__Extracted entries__
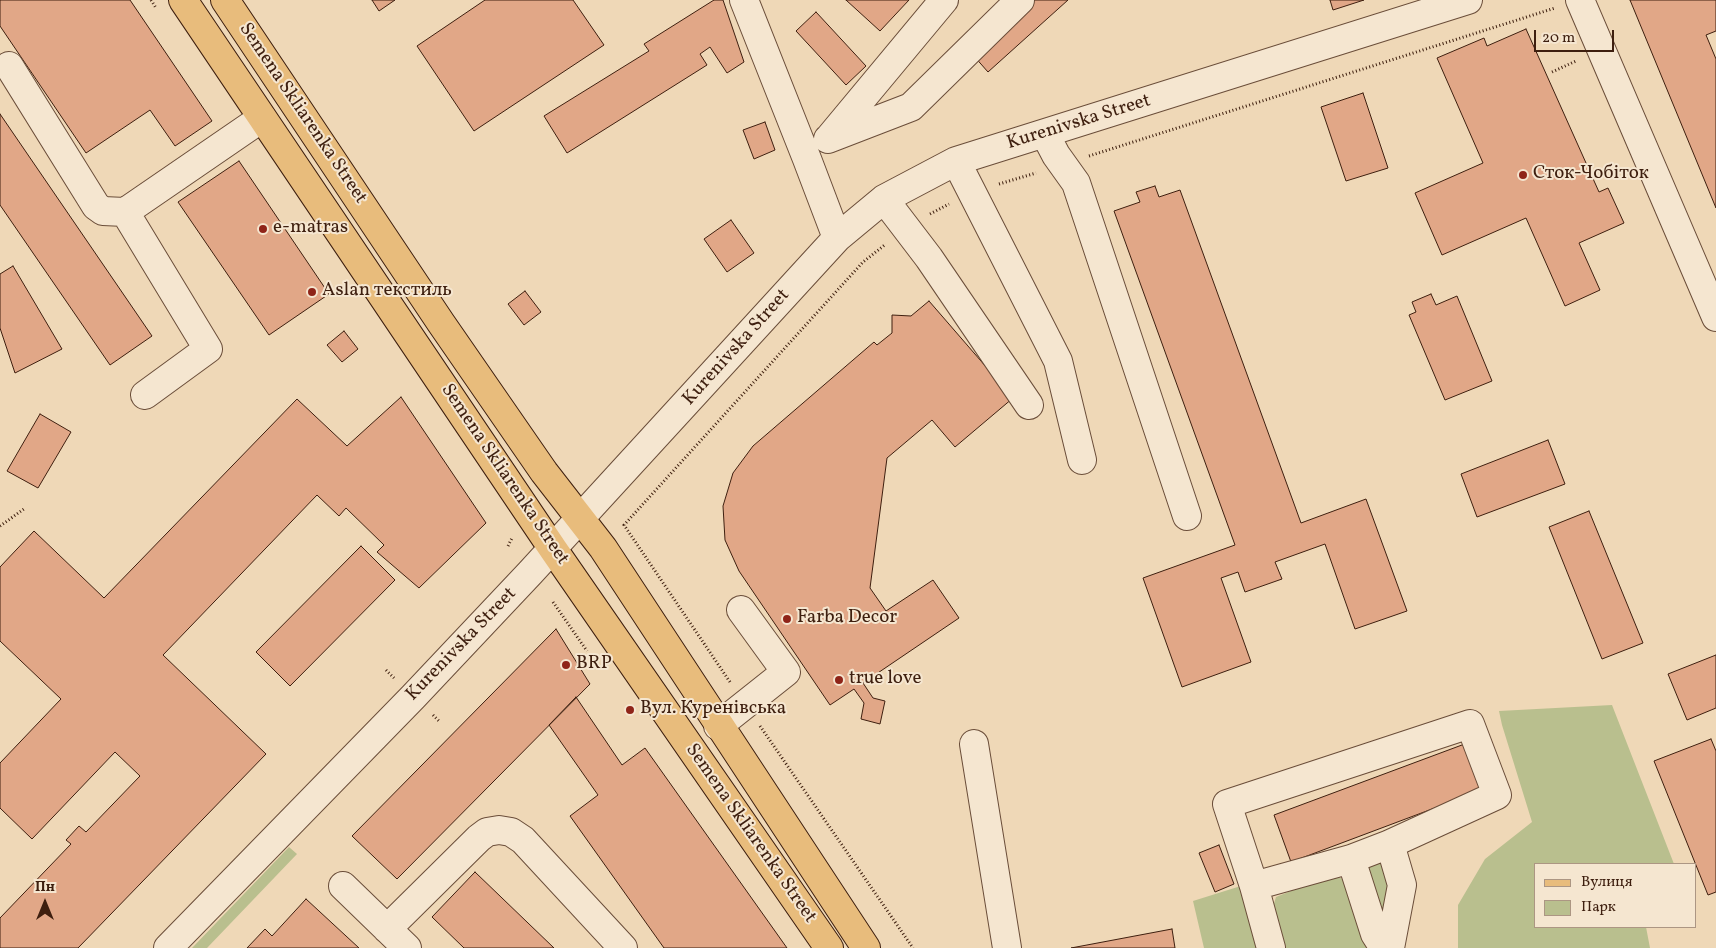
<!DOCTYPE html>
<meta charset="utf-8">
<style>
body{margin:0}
#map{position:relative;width:1716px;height:948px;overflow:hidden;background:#efd8b7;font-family:Vollkorn,serif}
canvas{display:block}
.legend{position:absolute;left:1534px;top:863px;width:162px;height:65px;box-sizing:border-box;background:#f5e6d0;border:1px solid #ac9683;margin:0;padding:6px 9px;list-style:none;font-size:15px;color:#3e1f0f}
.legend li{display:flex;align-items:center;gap:10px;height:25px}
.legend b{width:25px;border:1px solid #ac9683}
.north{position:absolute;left:20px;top:878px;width:50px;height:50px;-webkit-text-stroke:4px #f5e6d0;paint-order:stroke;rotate:0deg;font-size:14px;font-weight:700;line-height:20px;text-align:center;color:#3e1f0f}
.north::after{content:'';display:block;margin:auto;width:18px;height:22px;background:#3e1f0f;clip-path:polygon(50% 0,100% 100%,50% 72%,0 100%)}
.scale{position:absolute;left:1534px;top:30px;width:80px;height:22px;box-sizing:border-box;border:2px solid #3e1f0f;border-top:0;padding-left:6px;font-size:15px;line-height:18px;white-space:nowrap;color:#3e1f0f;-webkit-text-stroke:4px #f5e6d0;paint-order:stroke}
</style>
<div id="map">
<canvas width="1716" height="948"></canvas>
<ul class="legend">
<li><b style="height:6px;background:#e8bc7c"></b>Вулиця</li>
<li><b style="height:14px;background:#b9bf8e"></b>Парк</li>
</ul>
<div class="north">Пн</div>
<div class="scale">20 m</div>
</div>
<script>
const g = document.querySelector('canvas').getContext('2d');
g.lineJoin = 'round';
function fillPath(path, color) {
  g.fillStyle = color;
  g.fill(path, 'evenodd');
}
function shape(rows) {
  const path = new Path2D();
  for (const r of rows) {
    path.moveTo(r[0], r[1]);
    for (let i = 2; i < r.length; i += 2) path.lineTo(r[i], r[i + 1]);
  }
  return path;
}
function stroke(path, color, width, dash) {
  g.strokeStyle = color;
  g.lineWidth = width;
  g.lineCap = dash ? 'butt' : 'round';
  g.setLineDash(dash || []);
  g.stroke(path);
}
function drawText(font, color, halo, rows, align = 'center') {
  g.font = font + ' Vollkorn,serif';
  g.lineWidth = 4;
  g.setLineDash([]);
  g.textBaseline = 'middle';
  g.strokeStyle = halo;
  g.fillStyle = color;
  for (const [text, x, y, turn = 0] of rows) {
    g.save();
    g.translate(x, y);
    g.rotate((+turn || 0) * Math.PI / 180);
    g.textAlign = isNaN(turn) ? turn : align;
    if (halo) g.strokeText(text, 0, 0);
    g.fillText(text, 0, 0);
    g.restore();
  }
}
const green = shape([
 [1612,705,1674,864,1535,864,1535,927,1646,927,1650,948,1458,948,1458,905,1485,859,1532,822,1502,725,1499,711],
 [289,847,297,854,207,948,192,948],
 [1384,857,1395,883,1383,920,1366,878,1367,864],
 [1333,874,1352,884,1371,948,1279,948,1270,916,1276,897],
 [1244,885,1261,948,1204,948,1193,901]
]);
const building = shape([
 [0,0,130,0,212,121,175,146,150,110,86,153,0,26,0,0],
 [372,0,395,0,379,11,372,0],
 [485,0,573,0,604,45,474,131,417,46,485,0],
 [714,0,723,0,744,62,727,73,710,47,700,54,707,65,567,153,544,116,649,51,644,44,714,0],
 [846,0,909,0,880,31,846,0],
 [1035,0,1068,0,988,72,973,55,1035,0],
 [1330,0,1364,0,1333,10,1330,0],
 [1630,0,1716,0,1716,31,1706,35,1716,59,1716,208,1630,0],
 [816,12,866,66,846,85,796,31,816,12],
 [1526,29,1599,192,1608,188,1624,223,1579,243,1600,290,1565,306,1526,218,1442,255,1415,193,1483,163,1437,58,1484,38,1487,46,1526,29],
 [1363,93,1388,168,1346,181,1321,107,1363,93],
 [0,114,152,336,110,365,0,205,0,114],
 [765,122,775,150,754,159,743,130,765,122],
 [239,161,329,294,269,335,178,202,239,161],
 [1155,186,1159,197,1180,190,1301,523,1366,499,1407,611,1355,629,1325,544,1275,562,1282,579,1245,592,1238,572,1221,578,1251,662,1182,687,1143,578,1235,545,1114,211,1140,202,1136,192,1155,186],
 [731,220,754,253,727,272,704,239,731,220],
 [13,266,62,349,15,373,0,328,0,274,13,266],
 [525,291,541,312,524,325,508,304,525,291],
 [1431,294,1436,305,1457,296,1492,381,1445,400,1409,315,1416,312,1412,302,1431,294],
 [929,301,1013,398,955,447,932,420,887,458,870,588,886,611,933,580,959,618,863,683,873,698,885,701,880,724,861,719,864,703,854,689,830,705,739,571,725,540,723,506,733,473,753,446,874,342,877,345,892,333,892,315,911,316,929,301],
 [344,331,358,349,342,362,327,345,344,331],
 [401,397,486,523,419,588,377,552,384,545,346,508,339,516,317,495,163,655,266,754,78,948,0,948,0,918,71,844,66,840,79,826,86,832,140,776,115,752,32,839,0,808,0,763,61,699,0,641,0,567,34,531,104,598,297,399,347,446,401,397],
 [40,414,71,432,38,488,7,471,40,414],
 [1548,440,1565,484,1477,517,1461,474,1548,440],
 [1589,511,1643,643,1602,659,1549,527,1589,511],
 [361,546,395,580,290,686,256,652,361,546],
 [556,629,590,684,397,879,352,836,556,629],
 [1716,655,1716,708,1687,720,1668,674,1716,655],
 [576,697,622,765,645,748,787,948,664,948,570,816,598,795,549,725,576,697],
 [1711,739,1716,751,1716,892,1708,895,1654,761,1711,739],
 [1470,742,1488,788,1291,862,1274,815,1470,742],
 [1219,845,1234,884,1215,892,1199,853,1219,845],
 [475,872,554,948,464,948,432,917,475,872],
 [306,899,359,948,247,948,265,929,272,936,306,899],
 [1172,929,1175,948,1071,948,1172,929]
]);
const path = shape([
 [151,0,156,8],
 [1552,72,1576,61],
 [1089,156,1555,8],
 [999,184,1036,173],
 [930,214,949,204],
 [0,526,24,509],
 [508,546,512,538],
 [553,602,587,651],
 [386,670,394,678],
 [730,682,624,525,863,262,886,244],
 [433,715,439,721],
 [760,726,913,948]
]);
const minor = shape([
 [744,0,807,159,837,238],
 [1580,0,1716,317],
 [9,66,96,206,103,211,125,212,262,118],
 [1045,134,1056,155,1076,183,1187,516],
 [830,137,944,0],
 [828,139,911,107,1020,0],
 [956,161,1058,361,1082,460],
 [884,199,929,258,1029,405],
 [125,212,208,349,145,395],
 [718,726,786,672,741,610],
 [974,744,1007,948],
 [1390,844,1402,885,1390,948],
 [1351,859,1375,934,1384,948],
 [343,886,407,948],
 [1254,886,1351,859,1390,844,1497,795,1470,724,1227,804,1254,886,1271,948],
 [387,929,479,838,487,832,499,830,511,832,523,840,623,948],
 [168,948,413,697,530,573,837,238,884,199,956,161,1468,0]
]);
const major = shape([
 [183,0,553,549,829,948],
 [225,0,441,323,544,472,603,548,866,948]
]);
const markers = [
 [1523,175,5,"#8f2418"],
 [263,229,5,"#8f2418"],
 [312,292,5,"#8f2418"],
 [787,619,5,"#8f2418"],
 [566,665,5,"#8f2418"],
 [839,680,5,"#8f2418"],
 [630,710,5,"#8f2418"]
];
const streetNames = [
 ["Semena Skliarenka Street",302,114,56],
 ["Kurenivska Street",1079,123,-17],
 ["Kurenivska Street",737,348,-48],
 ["Semena Skliarenka Street",504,475,56],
 ["Kurenivska Street",462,645,-46],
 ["Semena Skliarenka Street",750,834,55]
];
const poiNames = [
 ["Сток-Чобіток",1533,175],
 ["e-matras",273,229],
 ["Aslan текстиль",322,292],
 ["Farba Decor",797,619],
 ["BRP",576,665],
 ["true love",849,680],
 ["Вул. Куренівська",640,710]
];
fillPath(green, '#b9bf8e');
fillPath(building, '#e1a787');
stroke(building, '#3e1f0f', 1);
stroke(minor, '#6a4d39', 30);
stroke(major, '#3e1f0f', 30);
stroke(path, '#3e1f0f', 3, [1, 2.5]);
stroke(minor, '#f5e6d0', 28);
stroke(major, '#e8bc7c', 28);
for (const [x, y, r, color] of markers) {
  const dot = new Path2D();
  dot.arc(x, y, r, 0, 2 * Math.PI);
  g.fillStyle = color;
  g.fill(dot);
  stroke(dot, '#f5e6d0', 2);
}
drawText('19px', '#3e1f0f', '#f5e6d0', streetNames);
drawText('19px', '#3e1f0f', '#f5e6d0', poiNames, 'left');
</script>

__Your task__
All lines from the beginning of the material through the line that holds "path.moveTo(r[0], r[1]);", both included, should be returned exactly; please omit any pictures and add no other lines.

__Written reply__
<!DOCTYPE html>
<meta charset="utf-8">
<style>
body{margin:0}
#map{position:relative;width:1716px;height:948px;overflow:hidden;background:#efd8b7;font-family:Vollkorn,serif}
canvas{display:block}
.legend{position:absolute;left:1534px;top:863px;width:162px;height:65px;box-sizing:border-box;background:#f5e6d0;border:1px solid #ac9683;margin:0;padding:6px 9px;list-style:none;font-size:15px;color:#3e1f0f}
.legend li{display:flex;align-items:center;gap:10px;height:25px}
.legend b{width:25px;border:1px solid #ac9683}
.north{position:absolute;left:20px;top:878px;width:50px;height:50px;-webkit-text-stroke:4px #f5e6d0;paint-order:stroke;rotate:0deg;font-size:14px;font-weight:700;line-height:20px;text-align:center;color:#3e1f0f}
.north::after{content:'';display:block;margin:auto;width:18px;height:22px;background:#3e1f0f;clip-path:polygon(50% 0,100% 100%,50% 72%,0 100%)}
.scale{position:absolute;left:1534px;top:30px;width:80px;height:22px;box-sizing:border-box;border:2px solid #3e1f0f;border-top:0;padding-left:6px;font-size:15px;line-height:18px;white-space:nowrap;color:#3e1f0f;-webkit-text-stroke:4px #f5e6d0;paint-order:stroke}
</style>
<div id="map">
<canvas width="1716" height="948"></canvas>
<ul class="legend">
<li><b style="height:6px;background:#e8bc7c"></b>Вулиця</li>
<li><b style="height:14px;background:#b9bf8e"></b>Парк</li>
</ul>
<div class="north">Пн</div>
<div class="scale">20 m</div>
</div>
<script>
const g = document.querySelector('canvas').getContext('2d');
g.lineJoin = 'round';
function fillPath(path, color) {
  g.fillStyle = color;
  g.fill(path, 'evenodd');
}
function shape(rows) {
  const path = new Path2D();
  for (const r of rows) {
    path.moveTo(r[0], r[1]);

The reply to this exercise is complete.